> The problem:
The answer must consist of every line from the data that holds the string "Home".
::: Information given
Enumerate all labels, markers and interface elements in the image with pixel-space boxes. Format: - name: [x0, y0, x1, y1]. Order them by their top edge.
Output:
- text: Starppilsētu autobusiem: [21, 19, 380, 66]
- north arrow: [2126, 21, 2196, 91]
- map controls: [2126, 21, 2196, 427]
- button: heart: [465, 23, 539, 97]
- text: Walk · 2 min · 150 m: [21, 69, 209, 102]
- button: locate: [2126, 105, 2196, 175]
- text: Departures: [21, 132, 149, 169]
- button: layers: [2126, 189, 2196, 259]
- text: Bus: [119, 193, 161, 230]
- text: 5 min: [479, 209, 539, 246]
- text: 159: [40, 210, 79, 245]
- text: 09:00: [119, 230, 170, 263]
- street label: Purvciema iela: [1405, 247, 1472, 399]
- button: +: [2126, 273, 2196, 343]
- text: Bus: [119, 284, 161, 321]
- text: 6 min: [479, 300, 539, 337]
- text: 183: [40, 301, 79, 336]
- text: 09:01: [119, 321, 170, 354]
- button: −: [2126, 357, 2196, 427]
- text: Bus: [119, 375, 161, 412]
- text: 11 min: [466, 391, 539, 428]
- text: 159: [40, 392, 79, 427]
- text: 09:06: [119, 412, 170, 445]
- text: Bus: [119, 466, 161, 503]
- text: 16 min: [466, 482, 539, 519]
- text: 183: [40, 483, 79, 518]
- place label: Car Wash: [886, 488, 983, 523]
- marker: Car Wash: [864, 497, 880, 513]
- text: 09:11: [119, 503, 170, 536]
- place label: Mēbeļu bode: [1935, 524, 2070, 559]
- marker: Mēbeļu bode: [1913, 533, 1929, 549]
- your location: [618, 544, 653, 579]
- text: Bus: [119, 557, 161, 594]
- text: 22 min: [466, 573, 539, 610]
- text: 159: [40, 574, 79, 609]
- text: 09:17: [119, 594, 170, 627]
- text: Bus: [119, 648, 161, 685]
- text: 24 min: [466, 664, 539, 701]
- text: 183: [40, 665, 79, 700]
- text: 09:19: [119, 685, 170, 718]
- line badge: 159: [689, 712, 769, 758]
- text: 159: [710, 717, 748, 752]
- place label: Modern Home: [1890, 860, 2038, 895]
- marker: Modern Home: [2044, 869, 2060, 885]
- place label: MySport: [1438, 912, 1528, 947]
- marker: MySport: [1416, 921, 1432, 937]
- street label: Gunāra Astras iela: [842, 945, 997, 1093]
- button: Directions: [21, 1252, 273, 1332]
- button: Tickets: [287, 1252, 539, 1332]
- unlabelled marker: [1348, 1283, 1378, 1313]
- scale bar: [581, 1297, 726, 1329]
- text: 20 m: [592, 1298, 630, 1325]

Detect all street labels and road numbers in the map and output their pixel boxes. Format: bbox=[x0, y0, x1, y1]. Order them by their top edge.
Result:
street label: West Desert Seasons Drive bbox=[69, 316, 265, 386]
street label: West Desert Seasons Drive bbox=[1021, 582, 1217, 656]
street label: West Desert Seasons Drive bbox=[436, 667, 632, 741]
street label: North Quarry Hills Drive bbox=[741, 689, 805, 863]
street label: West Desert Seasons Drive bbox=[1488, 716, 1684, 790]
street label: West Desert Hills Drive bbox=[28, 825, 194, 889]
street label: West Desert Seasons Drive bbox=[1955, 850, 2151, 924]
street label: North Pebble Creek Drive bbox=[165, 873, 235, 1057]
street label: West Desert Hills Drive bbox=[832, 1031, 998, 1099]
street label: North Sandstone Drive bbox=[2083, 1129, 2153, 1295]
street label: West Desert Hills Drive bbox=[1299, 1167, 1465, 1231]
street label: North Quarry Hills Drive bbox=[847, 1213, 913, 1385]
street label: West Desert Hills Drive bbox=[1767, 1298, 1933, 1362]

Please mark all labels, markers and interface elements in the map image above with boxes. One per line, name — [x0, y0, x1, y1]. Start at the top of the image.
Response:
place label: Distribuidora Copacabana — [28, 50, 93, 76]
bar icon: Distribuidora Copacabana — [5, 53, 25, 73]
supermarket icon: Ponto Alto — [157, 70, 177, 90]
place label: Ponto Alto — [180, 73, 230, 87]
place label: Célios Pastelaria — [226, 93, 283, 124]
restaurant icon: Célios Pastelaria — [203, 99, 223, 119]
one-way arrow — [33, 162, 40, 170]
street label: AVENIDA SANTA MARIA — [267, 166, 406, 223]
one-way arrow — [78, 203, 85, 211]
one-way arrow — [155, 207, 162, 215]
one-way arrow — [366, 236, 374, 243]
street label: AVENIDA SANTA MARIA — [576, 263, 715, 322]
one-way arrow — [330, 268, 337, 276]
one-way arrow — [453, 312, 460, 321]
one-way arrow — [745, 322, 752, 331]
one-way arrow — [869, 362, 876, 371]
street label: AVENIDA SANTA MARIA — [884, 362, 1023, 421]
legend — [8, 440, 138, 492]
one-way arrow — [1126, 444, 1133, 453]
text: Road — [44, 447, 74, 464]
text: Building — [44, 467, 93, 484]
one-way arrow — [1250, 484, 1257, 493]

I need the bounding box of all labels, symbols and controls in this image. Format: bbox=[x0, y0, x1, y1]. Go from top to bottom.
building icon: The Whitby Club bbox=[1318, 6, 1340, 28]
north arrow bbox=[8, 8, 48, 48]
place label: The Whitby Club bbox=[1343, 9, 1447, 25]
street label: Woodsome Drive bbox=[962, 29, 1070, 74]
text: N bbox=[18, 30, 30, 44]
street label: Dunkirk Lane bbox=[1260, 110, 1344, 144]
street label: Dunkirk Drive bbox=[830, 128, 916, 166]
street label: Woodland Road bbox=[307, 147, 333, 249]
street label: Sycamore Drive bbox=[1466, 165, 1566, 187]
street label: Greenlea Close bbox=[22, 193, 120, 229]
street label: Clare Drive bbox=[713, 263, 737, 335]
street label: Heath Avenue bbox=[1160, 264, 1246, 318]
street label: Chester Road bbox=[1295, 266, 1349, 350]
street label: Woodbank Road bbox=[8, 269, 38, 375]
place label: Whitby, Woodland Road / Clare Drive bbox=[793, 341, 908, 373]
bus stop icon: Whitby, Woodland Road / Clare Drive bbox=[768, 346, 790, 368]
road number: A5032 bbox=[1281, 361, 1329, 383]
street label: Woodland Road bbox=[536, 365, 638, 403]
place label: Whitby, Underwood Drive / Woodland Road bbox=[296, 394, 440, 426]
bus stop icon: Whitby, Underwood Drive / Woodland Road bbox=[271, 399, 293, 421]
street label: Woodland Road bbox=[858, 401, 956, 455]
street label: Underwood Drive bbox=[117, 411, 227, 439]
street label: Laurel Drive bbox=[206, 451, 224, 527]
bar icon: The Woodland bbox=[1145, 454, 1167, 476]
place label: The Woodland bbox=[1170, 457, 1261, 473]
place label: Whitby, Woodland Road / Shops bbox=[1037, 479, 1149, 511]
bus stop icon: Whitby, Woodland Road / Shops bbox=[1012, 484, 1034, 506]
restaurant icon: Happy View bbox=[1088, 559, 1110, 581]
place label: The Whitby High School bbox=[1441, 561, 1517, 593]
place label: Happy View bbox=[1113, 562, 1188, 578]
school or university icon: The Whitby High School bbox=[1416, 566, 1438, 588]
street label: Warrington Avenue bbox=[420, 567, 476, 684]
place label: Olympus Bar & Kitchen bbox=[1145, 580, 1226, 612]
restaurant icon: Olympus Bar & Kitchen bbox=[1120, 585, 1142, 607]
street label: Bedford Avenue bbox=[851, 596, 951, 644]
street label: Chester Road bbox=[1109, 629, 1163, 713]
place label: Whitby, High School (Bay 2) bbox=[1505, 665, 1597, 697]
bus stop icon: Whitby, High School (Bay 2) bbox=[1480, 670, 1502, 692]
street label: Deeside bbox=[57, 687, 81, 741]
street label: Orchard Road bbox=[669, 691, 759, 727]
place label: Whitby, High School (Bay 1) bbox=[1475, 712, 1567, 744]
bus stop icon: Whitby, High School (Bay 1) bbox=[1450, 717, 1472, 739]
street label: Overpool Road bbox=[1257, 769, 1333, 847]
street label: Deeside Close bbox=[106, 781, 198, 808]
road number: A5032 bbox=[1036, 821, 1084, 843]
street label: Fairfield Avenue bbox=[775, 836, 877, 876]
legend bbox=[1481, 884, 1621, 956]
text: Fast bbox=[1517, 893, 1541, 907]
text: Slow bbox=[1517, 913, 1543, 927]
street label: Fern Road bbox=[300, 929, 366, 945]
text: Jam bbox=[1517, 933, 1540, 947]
::::::
> Output:
- place label: Modern Home: [1890, 860, 2038, 895]
- marker: Modern Home: [2044, 869, 2060, 885]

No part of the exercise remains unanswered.